Open your junk mail (yes all those Time Warner Cable bulk mails sent out) and read their copy.

Typically, it's horrible. Alot of flash and huzzah without any substance. The reason for all this?

You see what others are doing and what NOT to do (and what you should be doing).

That's another 10% (notice we're only at 15%).

If you don't absolutely love reading copy others do to learn from it, you're not going to enjoy this profession. Gary Halbert typically tore out ads he thought were great and kept them in a "Swipe" file. Every time he wrote copy, he pulled them all out for inspiration.

Pick up a Pen

For every new piece of copy, start with a brain dump. Look at the product or service, describe the benefits, what does a customer feel when using it, WHY should they buy it.

A secret?

Write down every reason a customer will say "NO" and then in your writing, subtly, answer those questions.

This is the brain dump process. You aren't editing. All ideas are "good" at this point.

Next...

Step away. You need time for your brain to organize thoughts. Go read, go walk, go play, go have sex. Anything but thinking about what's written. It's called the Incubation period.

What you'll find is you'll be taking a shower, walking, having sex, then EUREKA, an idea will hit that will connect different ideas together.

You'll jump out of shower (or the bed) and go and write some more. Here you are still not editing yourself, but developing your flow.

Write your Headline

This is the most important piece.
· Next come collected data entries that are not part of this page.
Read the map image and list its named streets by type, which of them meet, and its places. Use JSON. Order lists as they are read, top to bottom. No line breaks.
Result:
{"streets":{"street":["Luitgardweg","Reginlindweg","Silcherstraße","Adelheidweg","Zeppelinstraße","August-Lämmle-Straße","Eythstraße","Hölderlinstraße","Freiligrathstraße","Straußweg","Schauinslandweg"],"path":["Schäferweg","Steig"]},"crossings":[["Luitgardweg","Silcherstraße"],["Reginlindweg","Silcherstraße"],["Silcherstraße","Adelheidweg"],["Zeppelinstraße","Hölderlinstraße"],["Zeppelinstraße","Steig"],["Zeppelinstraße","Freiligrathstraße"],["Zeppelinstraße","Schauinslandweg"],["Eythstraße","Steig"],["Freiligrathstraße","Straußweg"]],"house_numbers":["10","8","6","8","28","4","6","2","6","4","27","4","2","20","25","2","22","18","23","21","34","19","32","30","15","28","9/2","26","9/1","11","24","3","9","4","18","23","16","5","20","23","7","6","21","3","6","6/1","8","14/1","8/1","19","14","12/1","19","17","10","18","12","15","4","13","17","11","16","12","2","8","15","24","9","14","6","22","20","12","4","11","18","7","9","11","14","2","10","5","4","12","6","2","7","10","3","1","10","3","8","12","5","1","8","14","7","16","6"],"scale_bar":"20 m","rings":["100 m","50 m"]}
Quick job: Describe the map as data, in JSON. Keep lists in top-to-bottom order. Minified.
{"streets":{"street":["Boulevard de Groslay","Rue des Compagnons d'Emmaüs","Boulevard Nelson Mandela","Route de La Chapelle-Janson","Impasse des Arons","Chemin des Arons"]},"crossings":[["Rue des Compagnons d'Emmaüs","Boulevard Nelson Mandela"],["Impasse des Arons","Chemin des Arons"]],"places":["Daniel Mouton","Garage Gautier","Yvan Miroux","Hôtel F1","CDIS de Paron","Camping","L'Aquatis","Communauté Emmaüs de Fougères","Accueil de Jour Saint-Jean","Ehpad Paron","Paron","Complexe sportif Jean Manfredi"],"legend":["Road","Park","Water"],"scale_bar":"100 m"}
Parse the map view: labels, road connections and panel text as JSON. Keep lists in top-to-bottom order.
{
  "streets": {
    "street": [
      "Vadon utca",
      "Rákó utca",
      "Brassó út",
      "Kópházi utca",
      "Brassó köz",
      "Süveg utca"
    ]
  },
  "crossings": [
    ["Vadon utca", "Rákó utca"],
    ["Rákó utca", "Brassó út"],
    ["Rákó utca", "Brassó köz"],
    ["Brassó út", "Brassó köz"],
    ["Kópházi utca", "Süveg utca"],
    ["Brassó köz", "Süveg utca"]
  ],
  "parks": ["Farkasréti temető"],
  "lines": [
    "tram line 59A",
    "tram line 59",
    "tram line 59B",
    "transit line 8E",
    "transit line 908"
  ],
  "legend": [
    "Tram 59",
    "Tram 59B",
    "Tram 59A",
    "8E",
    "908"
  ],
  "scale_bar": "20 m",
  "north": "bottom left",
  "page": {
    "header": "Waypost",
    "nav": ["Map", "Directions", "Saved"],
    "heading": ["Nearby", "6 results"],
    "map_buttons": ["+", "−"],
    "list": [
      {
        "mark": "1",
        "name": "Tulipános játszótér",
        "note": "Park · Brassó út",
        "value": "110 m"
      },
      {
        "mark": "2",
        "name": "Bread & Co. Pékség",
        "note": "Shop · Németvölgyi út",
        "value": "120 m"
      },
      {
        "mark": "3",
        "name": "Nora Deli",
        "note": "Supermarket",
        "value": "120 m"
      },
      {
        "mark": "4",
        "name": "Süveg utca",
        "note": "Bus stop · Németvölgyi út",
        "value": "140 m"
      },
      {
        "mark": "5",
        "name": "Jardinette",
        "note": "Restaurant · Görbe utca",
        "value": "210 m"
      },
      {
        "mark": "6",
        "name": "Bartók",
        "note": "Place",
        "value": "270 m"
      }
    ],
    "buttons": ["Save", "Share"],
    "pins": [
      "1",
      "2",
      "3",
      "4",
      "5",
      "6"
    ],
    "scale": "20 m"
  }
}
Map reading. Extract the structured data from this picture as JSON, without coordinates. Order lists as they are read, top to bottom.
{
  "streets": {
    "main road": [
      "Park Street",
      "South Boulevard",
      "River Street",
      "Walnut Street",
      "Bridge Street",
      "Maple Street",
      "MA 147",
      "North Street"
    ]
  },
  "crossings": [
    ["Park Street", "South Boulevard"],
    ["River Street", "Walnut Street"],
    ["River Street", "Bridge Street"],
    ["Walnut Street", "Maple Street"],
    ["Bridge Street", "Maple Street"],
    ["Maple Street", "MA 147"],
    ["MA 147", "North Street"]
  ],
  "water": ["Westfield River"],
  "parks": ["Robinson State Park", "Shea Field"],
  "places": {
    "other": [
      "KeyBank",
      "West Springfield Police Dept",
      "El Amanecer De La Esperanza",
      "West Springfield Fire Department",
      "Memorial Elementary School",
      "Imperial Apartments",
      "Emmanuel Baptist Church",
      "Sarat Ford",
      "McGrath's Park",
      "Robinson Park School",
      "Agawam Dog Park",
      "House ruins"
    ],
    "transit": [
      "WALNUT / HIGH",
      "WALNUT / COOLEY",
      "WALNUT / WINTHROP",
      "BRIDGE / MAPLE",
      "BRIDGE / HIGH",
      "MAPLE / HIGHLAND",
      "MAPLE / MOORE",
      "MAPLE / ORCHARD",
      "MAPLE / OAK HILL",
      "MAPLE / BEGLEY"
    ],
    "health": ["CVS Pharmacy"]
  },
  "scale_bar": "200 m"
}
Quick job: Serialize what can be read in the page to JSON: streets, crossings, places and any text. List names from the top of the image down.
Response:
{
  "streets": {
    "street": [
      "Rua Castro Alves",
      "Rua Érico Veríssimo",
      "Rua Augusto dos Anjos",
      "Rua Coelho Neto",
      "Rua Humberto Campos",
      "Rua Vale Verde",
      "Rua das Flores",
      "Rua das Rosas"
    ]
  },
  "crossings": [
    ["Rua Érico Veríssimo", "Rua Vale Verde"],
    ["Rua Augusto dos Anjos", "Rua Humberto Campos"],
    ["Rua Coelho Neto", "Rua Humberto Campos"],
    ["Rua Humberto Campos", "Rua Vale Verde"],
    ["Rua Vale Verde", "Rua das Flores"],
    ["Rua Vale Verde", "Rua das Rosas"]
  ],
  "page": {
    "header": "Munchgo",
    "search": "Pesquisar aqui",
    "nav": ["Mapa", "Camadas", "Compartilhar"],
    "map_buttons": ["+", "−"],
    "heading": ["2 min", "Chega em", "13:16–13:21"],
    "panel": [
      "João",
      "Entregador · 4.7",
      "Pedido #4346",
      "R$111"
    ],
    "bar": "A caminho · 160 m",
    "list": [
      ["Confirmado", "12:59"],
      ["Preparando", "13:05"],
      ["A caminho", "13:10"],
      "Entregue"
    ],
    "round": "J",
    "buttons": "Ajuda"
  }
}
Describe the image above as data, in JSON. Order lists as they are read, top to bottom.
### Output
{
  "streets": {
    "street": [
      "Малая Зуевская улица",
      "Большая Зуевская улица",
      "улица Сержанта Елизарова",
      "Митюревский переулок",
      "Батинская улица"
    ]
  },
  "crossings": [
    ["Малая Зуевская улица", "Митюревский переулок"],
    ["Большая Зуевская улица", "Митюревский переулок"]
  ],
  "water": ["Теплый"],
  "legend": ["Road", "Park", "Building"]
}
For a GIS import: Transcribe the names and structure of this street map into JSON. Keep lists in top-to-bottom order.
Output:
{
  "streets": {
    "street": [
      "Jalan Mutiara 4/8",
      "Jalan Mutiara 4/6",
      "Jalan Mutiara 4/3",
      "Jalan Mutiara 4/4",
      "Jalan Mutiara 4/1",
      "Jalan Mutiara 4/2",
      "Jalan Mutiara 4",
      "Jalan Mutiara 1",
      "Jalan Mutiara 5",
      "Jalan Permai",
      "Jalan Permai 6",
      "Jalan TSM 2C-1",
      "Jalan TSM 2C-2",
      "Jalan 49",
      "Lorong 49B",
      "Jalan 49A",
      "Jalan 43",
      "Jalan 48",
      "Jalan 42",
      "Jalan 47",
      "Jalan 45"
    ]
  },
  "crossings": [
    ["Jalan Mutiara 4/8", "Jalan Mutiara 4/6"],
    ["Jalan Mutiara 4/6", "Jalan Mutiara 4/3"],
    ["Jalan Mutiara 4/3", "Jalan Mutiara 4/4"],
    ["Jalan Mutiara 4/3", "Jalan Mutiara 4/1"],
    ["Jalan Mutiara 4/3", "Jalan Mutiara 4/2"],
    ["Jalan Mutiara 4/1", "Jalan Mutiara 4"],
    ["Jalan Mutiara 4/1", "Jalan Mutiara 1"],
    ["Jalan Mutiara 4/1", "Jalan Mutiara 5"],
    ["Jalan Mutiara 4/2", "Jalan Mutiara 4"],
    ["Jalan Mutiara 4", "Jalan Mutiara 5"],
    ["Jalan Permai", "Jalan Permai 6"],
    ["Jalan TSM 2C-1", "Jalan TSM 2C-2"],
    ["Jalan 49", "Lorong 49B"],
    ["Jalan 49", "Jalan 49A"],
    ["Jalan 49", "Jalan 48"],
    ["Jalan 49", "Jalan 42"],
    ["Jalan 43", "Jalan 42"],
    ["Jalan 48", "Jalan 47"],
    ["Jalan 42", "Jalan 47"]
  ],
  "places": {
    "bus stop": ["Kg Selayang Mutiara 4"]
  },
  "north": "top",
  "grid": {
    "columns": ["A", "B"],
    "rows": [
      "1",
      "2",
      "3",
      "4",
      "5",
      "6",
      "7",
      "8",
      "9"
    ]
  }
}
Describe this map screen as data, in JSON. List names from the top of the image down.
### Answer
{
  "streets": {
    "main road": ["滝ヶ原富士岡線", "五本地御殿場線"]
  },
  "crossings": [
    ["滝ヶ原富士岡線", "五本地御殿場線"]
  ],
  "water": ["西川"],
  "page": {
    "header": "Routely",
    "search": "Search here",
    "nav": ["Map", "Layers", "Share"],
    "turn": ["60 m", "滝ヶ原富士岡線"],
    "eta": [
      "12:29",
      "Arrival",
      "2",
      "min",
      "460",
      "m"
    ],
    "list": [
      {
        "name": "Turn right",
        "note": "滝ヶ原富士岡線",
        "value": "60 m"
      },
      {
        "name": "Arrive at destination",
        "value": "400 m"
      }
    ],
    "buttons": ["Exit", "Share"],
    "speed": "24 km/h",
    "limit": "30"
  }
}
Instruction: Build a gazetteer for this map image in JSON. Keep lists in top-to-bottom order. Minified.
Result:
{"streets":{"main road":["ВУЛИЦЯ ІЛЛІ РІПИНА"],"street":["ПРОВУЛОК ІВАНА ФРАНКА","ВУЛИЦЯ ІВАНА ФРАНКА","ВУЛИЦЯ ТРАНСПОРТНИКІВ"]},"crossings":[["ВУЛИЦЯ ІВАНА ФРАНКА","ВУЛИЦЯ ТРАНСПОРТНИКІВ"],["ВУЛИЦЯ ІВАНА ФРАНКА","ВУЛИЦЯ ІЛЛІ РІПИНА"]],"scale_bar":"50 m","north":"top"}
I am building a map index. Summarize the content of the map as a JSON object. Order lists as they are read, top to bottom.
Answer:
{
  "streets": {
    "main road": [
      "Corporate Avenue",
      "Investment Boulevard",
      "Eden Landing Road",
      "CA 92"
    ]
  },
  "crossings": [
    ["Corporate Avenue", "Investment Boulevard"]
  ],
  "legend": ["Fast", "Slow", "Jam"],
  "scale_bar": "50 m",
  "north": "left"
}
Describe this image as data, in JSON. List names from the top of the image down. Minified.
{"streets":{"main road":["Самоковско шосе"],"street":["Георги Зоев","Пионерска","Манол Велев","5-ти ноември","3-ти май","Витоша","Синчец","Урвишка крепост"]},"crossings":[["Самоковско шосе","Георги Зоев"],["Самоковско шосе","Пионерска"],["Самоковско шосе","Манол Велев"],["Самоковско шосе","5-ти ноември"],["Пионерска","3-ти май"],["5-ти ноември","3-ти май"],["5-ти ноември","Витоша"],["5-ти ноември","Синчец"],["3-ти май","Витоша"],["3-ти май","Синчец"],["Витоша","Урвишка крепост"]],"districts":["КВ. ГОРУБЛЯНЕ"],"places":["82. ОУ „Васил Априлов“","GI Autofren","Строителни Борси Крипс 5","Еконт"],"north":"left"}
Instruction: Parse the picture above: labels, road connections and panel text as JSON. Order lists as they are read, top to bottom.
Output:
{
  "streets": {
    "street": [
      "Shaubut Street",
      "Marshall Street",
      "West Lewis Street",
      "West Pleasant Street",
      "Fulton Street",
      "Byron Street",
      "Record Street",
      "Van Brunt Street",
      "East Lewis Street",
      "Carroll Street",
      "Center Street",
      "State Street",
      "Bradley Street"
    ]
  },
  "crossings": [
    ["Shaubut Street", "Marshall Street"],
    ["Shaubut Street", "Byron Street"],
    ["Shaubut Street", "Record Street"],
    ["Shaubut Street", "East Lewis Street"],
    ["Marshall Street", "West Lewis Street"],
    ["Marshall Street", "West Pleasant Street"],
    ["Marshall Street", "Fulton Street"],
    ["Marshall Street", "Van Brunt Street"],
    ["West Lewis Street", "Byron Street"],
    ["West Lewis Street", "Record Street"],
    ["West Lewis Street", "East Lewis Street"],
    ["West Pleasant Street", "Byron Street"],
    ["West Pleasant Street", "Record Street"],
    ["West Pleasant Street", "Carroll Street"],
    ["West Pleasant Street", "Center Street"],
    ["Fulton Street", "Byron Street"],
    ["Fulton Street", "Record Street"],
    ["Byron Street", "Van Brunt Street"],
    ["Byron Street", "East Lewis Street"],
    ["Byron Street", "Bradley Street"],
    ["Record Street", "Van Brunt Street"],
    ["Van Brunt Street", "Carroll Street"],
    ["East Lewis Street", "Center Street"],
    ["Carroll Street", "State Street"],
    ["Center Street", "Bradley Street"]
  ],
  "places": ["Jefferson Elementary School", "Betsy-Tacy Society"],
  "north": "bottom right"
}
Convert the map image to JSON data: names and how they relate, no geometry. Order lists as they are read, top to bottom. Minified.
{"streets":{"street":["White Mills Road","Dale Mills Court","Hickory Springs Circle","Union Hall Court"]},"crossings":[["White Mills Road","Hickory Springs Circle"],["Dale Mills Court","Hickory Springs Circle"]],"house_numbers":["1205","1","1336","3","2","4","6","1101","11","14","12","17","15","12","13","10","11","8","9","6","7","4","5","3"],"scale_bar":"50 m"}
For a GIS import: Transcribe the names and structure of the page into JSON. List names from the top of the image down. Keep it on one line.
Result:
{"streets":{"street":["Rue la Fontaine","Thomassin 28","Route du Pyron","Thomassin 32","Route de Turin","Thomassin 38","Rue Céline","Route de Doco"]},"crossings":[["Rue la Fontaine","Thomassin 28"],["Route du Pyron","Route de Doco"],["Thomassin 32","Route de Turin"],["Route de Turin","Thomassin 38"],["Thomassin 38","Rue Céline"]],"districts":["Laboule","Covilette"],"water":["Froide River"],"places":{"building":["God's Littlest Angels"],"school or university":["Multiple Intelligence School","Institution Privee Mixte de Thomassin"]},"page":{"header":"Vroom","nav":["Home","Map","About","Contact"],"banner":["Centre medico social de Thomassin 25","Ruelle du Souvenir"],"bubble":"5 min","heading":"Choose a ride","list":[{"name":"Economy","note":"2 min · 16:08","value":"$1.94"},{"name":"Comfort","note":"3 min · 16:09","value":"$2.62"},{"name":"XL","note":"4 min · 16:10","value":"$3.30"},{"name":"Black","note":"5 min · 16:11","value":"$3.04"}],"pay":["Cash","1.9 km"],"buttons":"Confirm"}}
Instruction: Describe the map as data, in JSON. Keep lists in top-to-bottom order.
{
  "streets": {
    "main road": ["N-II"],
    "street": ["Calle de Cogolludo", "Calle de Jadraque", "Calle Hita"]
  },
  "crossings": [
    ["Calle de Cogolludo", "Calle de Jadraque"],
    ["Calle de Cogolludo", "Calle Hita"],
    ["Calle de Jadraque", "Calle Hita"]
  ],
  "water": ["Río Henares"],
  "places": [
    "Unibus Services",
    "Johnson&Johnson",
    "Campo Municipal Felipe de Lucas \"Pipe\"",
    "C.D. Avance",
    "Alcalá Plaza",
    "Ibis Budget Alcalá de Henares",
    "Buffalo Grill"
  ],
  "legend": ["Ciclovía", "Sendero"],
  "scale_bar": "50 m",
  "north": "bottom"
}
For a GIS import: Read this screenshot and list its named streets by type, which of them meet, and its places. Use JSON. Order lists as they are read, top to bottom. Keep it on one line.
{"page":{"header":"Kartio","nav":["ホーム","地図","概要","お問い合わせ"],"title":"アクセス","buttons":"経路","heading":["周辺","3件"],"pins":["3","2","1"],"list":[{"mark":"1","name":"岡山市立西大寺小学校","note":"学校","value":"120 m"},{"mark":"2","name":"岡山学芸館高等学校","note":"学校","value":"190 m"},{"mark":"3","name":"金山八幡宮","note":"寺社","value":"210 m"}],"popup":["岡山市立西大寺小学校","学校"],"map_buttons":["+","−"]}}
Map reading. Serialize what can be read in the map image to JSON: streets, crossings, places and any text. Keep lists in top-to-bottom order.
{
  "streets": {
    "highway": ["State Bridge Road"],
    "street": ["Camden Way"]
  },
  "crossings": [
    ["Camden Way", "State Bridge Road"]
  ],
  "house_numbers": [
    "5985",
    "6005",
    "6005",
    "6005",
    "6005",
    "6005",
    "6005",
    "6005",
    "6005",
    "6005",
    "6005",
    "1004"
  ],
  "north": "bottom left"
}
Have you ever caught yourself flipping through a magazine and realize you've skipped most of it?

Sure. Want to know the reason?

Because the headlines didn't GRAB you. They didn't reach out of the page and catch your attention to tell your brain "Hey, this is interesting."

You'll have this same issue unless you develop a grabbing headline. Here's 38 headline ideas/templates: Professional copywriter and marketing communications expert.

EDIT

The last step in the process is to edit down everything. Take out words. Replace words with ones that have deeper emotion.

Trim the fat. Read everything out loud and hear how it sounds. Normally, you'll find the awkward phrases, the weird sounding words etc.

Mastering?

You become a Master when you understand how to do all this over and over and over and perfecting it over and over.

Soon, your writing gets better. Ideas come faster. Your hourly rate goes soaring.

Mastering is simply taking something (much like a shooting movement in basketball) and repeating it until you know how to do it very well.

Mindset. Know you will Fail
Must love writing (and editing)
Read from the greats. Read copy you see all around you (paper mail, company emails, tv and radio ads. etc.)
Start with brain dumps of every idea in your head. Stretch your mind. Soon more ideas will come all the time.
Incubate all the time (looks like you aren't working, but your brain is. Endure the taunting comments from the non-creatives)
Put Eureka idea in action. Make each sentence compelling enough they want to read the next one.
Create a headline that catches (but doesn't lie)
Learn to edit yourself (I still struggle with this), but edit edit. It's tough to read your own writing. Everything sounds like crap at first. As you get better, you'll feel more confident.